» Work task: Transcribe the data as written, minus images.

» Data excerpt:
_ _ _ _

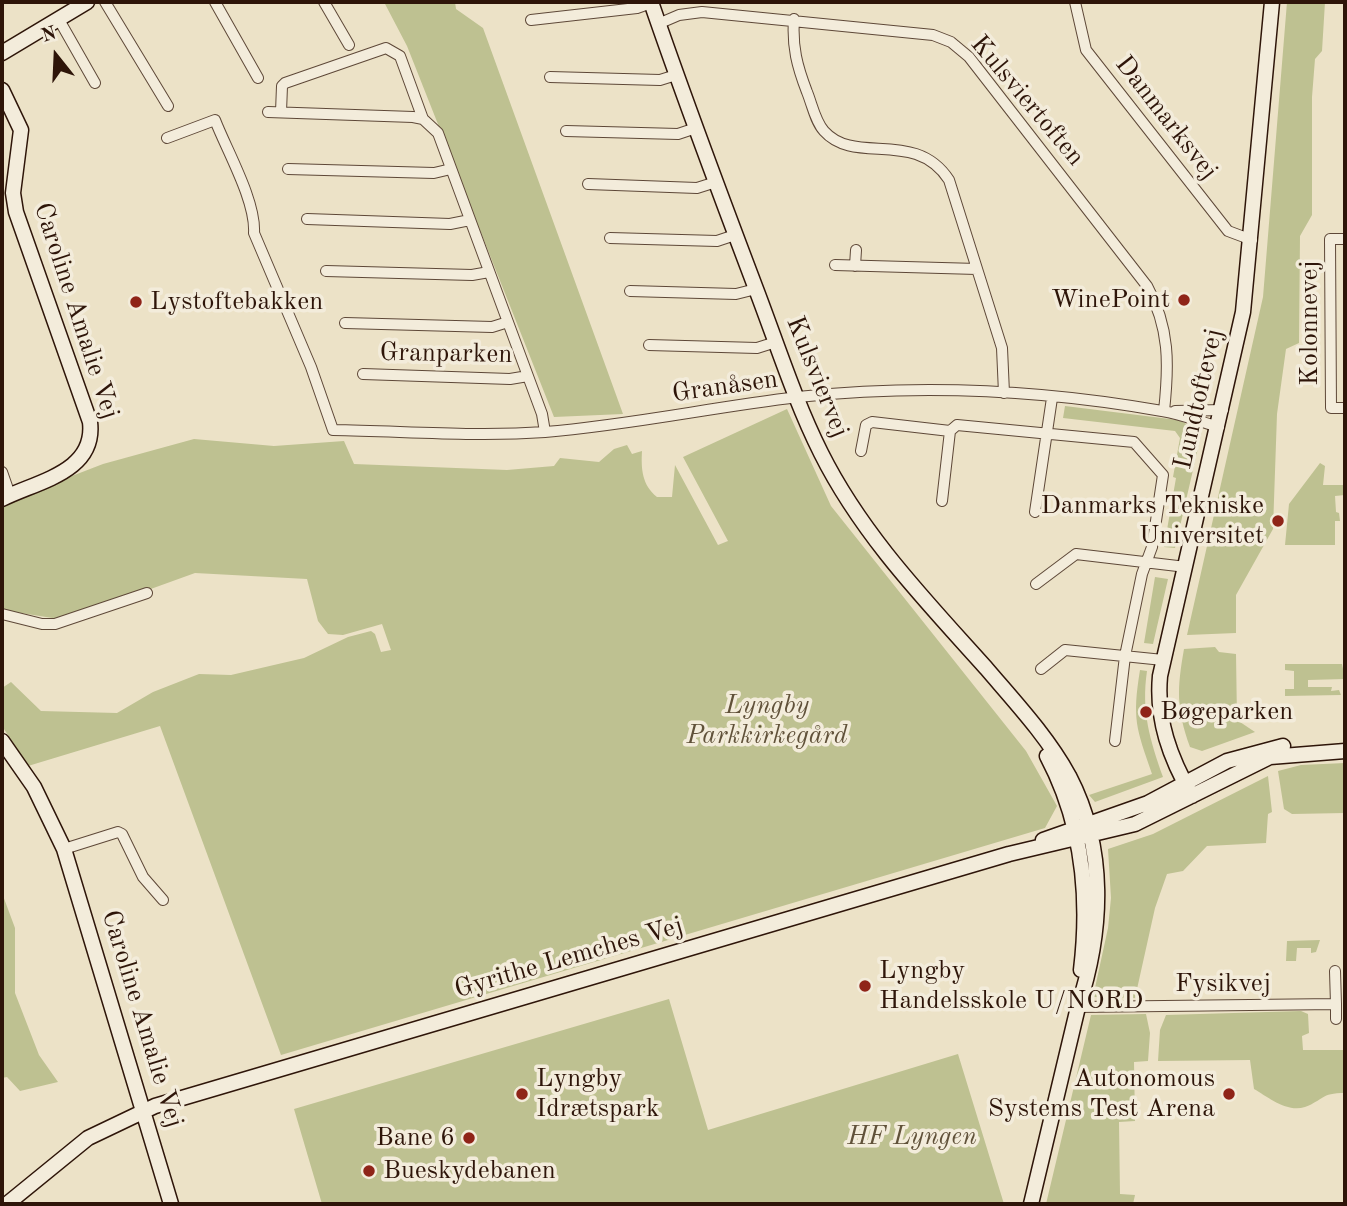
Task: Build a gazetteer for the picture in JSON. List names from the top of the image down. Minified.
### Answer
{"streets":{"street":["Kulsviertoften","Danmarksvej","Caroline Amalie Vej","Kolonnevej","Granparken","Kulsviervej","Granåsen","Lundtoftevej","Gyrithe Lemches Vej","Fysikvej"]},"crossings":[["Kulsviertoften","Kulsviervej"],["Kulsviertoften","Granåsen"],["Danmarksvej","Lundtoftevej"],["Caroline Amalie Vej","Gyrithe Lemches Vej"],["Granparken","Granåsen"],["Kulsviervej","Granåsen"],["Kulsviervej","Gyrithe Lemches Vej"],["Granåsen","Lundtoftevej"]],"parks":["Lyngby Parkkirkegård","HF Lyngen"],"places":["WinePoint","Lystoftebakken","Danmarks Tekniske Universitet","Bøgeparken","Lyngby Handelsskole U/NORD","Lyngby Idrætspark","Autonomous Systems Test Arena","Bane 6","Bueskydebanen"],"north":"top"}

_ _ _ _

» Result below:
Task: Build a gazetteer for the picture in JSON. List names from the top of the image down. Minified.
### Answer
{"streets":{"street":["Kulsviertoften","Danmarksvej","Caroline Amalie Vej","Kolonnevej","Granparken","Kulsviervej","Granåsen","Lundtoftevej","Gyrithe Lemches Vej","Fysikvej"]},"crossings":[["Kulsviertoften","Kulsviervej"],["Kulsviertoften","Granåsen"],["Danmarksvej","Lundtoftevej"],["Caroline Amalie Vej","Gyrithe Lemches Vej"],["Granparken","Granåsen"],["Kulsviervej","Granåsen"],["Kulsviervej","Gyrithe Lemches Vej"],["Granåsen","Lundtoftevej"]],"parks":["Lyngby Parkkirkegård","HF Lyngen"],"places":["WinePoint","Lystoftebakken","Danmarks Tekniske Universitet","Bøgeparken","Lyngby Handelsskole U/NORD","Lyngby Idrætspark","Autonomous Systems Test Arena","Bane 6","Bueskydebanen"],"north":"top"}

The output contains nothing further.